Question

A triangle is formed by coordinates (0,0), (0,21) and (3,0). Find the number of integral coordinates that strictly lie inside the triangle(integral co-ordinates has both x and y as integers):
(a)19
(b)20
(c)21
(d)38

Answer 1

Hint: In this question, we have to draw the diagram so that we get a clear idea of what we have to find. Then find the line equations of the sides of the triangle and then check those coordinates that lie strictly inside the triangle.

Complete step-by-step answer:

Let us look at definitions first.

TRIANGLE: A triangle is a polygon with three edges and three vertices. It is one of the basic shapes in geometry.

STRAIGHT LINE: A straight line is the set of all those points which are collinear with the given points.

General equation of a line is \[ax+by+c=0\]

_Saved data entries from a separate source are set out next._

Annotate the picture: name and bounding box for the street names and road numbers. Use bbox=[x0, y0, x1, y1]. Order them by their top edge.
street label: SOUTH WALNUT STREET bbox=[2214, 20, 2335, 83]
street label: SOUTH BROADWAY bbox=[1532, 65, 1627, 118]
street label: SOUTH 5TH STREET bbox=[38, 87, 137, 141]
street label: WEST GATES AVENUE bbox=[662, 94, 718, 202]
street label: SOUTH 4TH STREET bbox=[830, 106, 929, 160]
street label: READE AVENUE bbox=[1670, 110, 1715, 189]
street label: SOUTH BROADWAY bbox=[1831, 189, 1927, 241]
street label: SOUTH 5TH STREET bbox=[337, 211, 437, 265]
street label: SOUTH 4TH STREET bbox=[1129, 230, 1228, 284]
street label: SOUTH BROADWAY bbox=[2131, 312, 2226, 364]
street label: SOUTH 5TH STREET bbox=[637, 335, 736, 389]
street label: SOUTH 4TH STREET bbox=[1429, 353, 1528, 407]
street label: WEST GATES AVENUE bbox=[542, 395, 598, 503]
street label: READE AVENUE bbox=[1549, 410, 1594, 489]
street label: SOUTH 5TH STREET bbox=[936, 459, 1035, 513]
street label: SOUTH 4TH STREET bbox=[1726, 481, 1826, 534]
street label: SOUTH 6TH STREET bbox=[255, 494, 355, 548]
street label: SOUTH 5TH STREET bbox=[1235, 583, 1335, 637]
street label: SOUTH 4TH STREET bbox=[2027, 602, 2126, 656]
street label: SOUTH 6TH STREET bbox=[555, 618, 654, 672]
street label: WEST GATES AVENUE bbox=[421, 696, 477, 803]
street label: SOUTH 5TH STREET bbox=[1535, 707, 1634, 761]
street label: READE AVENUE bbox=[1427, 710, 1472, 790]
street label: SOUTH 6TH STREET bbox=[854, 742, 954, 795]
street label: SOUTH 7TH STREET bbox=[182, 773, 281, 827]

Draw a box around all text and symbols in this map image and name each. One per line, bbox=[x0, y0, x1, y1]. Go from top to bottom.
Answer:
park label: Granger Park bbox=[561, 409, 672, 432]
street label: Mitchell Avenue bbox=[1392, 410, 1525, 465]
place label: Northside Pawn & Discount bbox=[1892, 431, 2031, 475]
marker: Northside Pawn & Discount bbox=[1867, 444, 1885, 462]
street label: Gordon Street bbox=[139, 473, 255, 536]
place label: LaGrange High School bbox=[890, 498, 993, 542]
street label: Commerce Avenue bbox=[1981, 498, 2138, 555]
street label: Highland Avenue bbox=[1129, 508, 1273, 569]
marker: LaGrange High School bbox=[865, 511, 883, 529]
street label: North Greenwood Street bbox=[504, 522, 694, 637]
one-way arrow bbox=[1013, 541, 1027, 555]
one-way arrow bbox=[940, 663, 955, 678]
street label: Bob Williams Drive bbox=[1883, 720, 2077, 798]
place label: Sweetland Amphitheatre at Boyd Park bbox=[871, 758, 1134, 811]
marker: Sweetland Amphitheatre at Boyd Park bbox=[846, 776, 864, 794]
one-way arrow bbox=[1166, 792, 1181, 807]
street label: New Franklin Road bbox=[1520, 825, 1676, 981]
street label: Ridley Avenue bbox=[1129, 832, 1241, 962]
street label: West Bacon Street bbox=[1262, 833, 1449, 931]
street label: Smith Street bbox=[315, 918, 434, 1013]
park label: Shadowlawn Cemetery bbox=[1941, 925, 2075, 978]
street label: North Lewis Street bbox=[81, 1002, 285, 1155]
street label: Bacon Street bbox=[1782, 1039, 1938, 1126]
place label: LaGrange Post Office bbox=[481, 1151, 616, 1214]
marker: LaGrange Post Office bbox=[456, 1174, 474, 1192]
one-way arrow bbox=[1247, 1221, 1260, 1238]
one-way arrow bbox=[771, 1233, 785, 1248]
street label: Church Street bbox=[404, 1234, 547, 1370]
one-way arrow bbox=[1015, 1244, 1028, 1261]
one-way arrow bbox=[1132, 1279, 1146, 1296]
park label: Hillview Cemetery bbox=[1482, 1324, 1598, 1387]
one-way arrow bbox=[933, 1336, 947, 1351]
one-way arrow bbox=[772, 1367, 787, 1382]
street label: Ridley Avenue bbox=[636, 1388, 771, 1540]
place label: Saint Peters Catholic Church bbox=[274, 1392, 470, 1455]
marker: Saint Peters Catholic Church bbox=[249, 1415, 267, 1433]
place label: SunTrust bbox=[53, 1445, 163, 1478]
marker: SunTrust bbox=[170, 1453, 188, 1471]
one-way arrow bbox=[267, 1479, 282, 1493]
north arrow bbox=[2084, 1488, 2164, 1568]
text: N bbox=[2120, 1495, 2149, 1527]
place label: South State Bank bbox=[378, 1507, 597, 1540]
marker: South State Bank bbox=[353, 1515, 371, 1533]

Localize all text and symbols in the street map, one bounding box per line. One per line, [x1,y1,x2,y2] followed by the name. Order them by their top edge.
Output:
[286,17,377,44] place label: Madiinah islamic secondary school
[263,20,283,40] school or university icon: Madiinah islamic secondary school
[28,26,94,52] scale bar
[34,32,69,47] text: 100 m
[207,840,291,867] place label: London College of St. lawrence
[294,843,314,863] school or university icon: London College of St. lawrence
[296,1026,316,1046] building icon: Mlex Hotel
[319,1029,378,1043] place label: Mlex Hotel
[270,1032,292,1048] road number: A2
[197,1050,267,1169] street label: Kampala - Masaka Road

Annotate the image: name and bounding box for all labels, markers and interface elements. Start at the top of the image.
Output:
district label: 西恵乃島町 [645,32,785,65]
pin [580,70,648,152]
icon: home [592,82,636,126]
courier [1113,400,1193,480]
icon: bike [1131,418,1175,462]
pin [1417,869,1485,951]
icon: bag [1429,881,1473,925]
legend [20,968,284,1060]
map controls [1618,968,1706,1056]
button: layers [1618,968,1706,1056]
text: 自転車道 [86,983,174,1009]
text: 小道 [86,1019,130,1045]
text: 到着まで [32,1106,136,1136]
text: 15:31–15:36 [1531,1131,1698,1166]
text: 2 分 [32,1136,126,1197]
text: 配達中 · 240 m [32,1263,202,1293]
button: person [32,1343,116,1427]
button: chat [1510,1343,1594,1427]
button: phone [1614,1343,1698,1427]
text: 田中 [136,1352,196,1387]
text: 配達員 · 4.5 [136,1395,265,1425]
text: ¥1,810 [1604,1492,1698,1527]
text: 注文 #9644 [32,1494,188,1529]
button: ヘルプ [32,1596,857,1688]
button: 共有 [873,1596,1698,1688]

Two Points Form: The equation of a line passing through the points (x1,y1) and (x2,y2) is given by

\[\left( y-{{y}_{1}} \right)=\left( \dfrac{{{y}_{2}}-{{y}_{1}}}{{{x}_{2}}-{{x}_{1}}} \right)\left( x-{{x}_{1}} \right)...........\left( 1 \right)\]

Now , let us draw the diagram according to the given conditions (0,0), (0,21) and (3,0)

The equation of the straight line passing through (0,21) and (3,0) is:

By substituting the respective values in the above equation of straight line (1) we get,

\[\left( y-{{y}_{1}} \right)=\left( \dfrac{{{y}_{2}}-{{y}_{1}}}{{{x}_{2}}-{{x}_{1}}} \right)\left(
x-{{x}_{1}} \right)\]

\[\Rightarrow \left( y-21 \right)=\left( \dfrac{0-21}{3-0} \right)\left( x-0 \right)\]
\[\Rightarrow \left( y-21 \right)=\left( \dfrac{-21}{3} \right)x\]

On further simplification we get,

\[\Rightarrow \left( y-21 \right)=-7x\]

Now, take all the terms to the left hand side.

\[\therefore 7x+y=21\]

We already know that we require the points which lie strictly inside the triangle.

Let us assume the coordinate of the required point be (x, y).

By observing the diagram we can say that the point that should be inside the triangle will be on the same side of the origin with respect to the equation of the line we got.

A point (x, y) will lie on the side of the origin relative to a line \[a{{x}_{1}}+b{{y}_{1}}+c=0\], if \[ax+by+c=0\] and \[c\] have the same sign.

We have the equation of line as \[7x+y-21=0\].

Here, \[c=-21\] which is less than 0. So,

\[7x+y-21<0\]

\[7x+y<21\]

Now, the possible values of x and y that satisfy the above inequality are:

(1,1), (1,2), (1,3), (1,4), (1,5), (1,6), (1,7), (1,8), (1,9), (1,10), (1,11), (1,12), (1,13) .

These are the integral points that lie strictly inside the triangle.

Hence, there are 13 integral coordinates that lie strictly inside the given triangle.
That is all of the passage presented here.